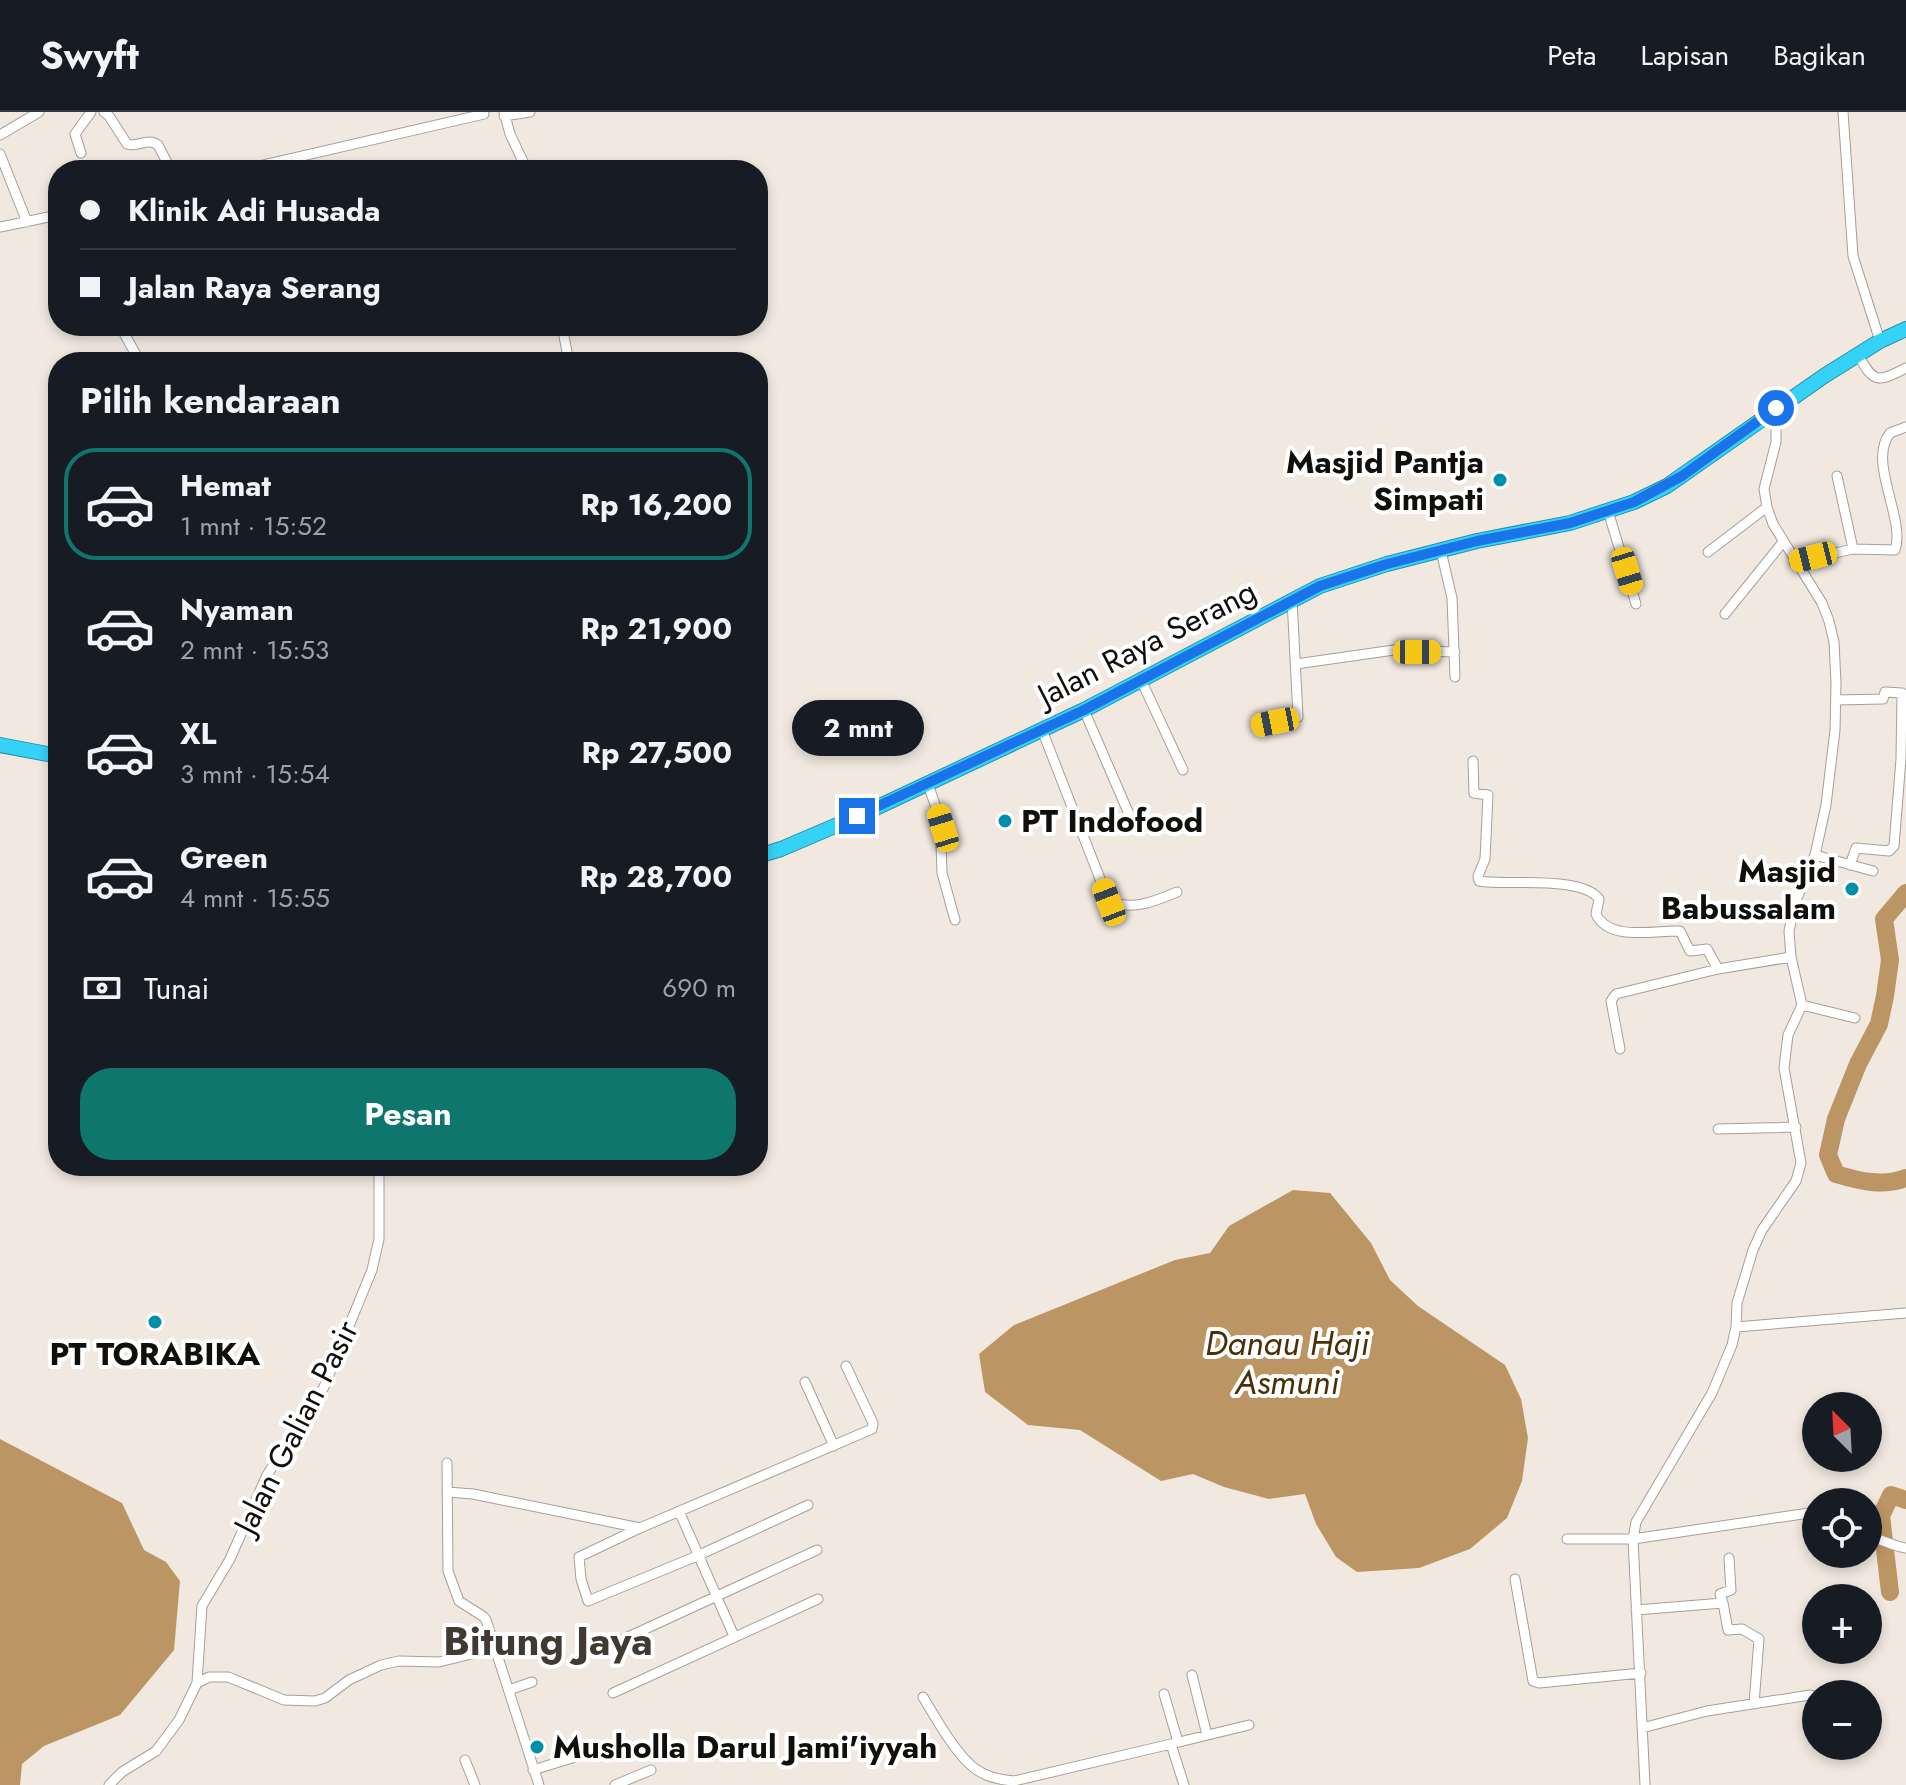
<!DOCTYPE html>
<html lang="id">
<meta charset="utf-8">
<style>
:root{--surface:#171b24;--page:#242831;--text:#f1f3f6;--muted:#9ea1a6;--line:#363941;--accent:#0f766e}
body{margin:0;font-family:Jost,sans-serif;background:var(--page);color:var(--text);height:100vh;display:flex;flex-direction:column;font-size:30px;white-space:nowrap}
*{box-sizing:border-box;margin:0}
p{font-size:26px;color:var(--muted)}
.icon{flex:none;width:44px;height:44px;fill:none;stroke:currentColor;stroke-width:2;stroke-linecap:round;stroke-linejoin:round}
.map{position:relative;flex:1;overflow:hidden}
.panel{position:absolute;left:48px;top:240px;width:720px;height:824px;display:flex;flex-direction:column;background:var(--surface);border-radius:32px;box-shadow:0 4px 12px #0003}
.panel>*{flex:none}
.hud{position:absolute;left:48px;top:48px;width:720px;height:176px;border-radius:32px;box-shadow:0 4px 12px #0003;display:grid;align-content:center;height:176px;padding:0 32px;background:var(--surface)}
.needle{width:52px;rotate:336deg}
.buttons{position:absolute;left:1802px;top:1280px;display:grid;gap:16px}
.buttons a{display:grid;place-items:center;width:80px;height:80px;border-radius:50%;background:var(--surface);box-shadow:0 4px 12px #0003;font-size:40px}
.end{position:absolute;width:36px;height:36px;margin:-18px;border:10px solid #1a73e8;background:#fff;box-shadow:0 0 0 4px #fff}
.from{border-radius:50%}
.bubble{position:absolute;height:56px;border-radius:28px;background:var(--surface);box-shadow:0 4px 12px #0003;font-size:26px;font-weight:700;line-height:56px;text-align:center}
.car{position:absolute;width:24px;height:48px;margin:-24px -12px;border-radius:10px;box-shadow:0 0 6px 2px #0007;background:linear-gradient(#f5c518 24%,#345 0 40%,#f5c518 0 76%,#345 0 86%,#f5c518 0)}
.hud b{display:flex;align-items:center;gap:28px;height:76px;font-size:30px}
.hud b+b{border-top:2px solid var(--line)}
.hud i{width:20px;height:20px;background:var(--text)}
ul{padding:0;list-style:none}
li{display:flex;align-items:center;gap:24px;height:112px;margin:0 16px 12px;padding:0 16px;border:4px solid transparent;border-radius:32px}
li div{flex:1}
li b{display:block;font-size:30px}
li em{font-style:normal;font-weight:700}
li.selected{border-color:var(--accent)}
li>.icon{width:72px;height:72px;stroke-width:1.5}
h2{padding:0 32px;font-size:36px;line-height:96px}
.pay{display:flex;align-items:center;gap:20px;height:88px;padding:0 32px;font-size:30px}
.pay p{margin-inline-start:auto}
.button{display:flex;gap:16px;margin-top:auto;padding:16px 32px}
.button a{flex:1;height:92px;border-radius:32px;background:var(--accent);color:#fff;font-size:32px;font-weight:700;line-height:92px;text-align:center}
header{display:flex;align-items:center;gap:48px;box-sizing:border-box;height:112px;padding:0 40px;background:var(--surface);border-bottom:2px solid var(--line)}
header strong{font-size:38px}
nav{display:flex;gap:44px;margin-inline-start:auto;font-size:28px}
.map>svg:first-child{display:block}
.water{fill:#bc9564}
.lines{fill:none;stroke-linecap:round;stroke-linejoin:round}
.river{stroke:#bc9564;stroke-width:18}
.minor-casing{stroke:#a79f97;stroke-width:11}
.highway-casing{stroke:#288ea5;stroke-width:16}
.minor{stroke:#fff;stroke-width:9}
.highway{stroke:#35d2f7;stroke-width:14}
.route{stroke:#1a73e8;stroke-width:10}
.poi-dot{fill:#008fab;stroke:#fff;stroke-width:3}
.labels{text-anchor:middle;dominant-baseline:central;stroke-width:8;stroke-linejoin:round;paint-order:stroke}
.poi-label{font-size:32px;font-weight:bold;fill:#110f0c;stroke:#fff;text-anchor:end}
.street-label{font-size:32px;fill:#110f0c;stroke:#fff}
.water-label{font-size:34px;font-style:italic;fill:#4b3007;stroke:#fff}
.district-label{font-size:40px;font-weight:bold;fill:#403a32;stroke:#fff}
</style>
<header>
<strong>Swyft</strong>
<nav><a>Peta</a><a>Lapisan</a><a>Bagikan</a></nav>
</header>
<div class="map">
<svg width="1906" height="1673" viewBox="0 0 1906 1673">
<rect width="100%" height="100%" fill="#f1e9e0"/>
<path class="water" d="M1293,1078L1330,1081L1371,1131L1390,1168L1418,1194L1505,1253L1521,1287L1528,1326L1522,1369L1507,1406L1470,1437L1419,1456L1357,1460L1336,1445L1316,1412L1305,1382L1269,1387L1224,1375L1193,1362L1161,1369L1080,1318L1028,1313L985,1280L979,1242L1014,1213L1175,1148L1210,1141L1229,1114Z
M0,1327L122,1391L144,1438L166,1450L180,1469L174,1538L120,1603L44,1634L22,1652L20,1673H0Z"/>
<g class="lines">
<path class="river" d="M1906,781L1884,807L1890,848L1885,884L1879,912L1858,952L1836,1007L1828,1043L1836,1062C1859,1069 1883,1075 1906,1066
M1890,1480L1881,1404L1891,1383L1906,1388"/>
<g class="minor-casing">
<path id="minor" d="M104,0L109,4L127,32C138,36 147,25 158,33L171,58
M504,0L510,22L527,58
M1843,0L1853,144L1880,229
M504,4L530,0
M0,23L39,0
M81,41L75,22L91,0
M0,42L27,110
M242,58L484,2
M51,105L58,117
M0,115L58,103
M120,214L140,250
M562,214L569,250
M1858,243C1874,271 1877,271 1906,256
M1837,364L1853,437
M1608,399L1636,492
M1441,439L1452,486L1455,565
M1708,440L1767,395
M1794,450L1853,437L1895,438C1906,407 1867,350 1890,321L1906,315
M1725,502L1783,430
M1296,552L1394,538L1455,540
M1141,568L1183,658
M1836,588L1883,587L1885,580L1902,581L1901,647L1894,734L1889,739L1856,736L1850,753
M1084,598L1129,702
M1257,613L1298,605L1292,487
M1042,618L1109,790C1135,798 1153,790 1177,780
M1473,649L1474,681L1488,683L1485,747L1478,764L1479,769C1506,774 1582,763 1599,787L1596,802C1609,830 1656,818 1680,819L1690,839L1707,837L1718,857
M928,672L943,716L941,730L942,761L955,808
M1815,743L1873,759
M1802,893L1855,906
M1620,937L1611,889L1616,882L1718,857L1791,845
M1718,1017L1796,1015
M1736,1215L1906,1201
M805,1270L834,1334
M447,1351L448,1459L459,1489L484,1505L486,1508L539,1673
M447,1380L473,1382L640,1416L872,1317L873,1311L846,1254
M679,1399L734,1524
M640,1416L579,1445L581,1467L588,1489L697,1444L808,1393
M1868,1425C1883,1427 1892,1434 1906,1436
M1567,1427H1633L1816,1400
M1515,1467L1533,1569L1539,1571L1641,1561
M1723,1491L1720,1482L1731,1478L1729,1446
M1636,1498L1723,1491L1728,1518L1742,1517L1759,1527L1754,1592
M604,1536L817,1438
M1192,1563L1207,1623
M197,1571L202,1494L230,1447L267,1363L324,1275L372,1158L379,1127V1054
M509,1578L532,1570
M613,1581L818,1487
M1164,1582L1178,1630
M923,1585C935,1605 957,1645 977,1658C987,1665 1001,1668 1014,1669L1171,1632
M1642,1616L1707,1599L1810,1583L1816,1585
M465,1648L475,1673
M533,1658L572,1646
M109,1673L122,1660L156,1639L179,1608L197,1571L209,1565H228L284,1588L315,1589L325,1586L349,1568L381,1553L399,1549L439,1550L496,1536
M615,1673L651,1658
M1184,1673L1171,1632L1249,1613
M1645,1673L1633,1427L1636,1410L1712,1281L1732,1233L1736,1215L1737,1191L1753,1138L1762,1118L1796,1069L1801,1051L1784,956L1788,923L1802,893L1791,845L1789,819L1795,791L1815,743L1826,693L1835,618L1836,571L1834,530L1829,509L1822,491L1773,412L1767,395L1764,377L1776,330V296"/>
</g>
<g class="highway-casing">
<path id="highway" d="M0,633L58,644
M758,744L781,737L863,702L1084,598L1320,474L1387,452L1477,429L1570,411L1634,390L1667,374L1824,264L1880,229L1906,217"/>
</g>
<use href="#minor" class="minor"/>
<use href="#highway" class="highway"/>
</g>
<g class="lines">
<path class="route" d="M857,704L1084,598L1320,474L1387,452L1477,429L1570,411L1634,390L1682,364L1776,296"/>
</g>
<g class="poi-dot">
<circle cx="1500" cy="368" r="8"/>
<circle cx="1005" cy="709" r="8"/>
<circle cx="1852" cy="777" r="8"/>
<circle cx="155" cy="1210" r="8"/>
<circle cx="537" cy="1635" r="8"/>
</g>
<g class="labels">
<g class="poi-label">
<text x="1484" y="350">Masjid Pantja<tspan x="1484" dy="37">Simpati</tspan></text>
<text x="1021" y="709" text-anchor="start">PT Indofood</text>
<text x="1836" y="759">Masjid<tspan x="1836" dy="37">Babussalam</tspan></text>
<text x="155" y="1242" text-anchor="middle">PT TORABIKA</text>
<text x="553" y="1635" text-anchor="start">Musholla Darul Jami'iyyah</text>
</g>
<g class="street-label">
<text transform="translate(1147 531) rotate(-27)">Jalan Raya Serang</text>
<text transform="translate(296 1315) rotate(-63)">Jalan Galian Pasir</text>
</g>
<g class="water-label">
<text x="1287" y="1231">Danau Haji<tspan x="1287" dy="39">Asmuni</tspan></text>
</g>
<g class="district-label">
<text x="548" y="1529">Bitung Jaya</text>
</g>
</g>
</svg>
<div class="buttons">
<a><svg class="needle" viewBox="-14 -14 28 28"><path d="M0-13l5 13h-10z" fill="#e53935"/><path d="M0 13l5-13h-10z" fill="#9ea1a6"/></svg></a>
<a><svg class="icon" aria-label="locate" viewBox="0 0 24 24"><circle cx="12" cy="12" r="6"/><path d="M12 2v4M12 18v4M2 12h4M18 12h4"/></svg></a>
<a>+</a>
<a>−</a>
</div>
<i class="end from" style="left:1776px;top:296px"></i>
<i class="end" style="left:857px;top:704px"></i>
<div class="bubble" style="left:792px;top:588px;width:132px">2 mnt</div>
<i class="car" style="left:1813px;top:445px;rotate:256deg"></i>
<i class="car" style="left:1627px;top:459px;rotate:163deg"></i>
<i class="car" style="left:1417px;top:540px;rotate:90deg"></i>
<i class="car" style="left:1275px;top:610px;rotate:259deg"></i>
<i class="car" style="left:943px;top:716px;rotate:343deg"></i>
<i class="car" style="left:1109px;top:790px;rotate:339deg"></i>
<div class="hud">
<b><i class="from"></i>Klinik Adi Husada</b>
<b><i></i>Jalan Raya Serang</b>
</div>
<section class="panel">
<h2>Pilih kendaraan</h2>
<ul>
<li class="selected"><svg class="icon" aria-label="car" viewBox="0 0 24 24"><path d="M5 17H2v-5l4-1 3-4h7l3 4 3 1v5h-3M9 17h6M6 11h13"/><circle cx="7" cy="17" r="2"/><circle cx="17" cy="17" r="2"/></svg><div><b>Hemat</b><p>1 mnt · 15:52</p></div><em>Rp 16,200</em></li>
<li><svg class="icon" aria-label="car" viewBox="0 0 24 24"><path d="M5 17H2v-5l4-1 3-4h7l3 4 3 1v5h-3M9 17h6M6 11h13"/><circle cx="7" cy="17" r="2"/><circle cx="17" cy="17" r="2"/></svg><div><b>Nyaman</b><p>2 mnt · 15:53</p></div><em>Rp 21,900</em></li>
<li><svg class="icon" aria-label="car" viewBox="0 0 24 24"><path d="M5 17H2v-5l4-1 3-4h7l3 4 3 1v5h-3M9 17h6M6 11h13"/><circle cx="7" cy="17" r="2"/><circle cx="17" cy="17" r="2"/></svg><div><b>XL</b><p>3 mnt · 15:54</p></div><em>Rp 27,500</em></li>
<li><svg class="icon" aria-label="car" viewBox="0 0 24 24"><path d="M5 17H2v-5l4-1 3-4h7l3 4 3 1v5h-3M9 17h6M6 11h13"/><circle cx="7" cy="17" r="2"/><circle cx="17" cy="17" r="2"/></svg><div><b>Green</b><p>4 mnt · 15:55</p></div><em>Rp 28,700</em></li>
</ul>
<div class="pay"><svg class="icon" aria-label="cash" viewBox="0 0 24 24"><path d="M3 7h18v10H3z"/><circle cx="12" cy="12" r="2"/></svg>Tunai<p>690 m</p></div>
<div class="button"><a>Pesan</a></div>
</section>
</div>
--
Task item =
Of the lines above, show those in which "tspan" appears.

Answer for the task =
<text x="1484" y="350">Masjid Pantja<tspan x="1484" dy="37">Simpati</tspan></text>
<text x="1836" y="759">Masjid<tspan x="1836" dy="37">Babussalam</tspan></text>
<text x="1287" y="1231">Danau Haji<tspan x="1287" dy="39">Asmuni</tspan></text>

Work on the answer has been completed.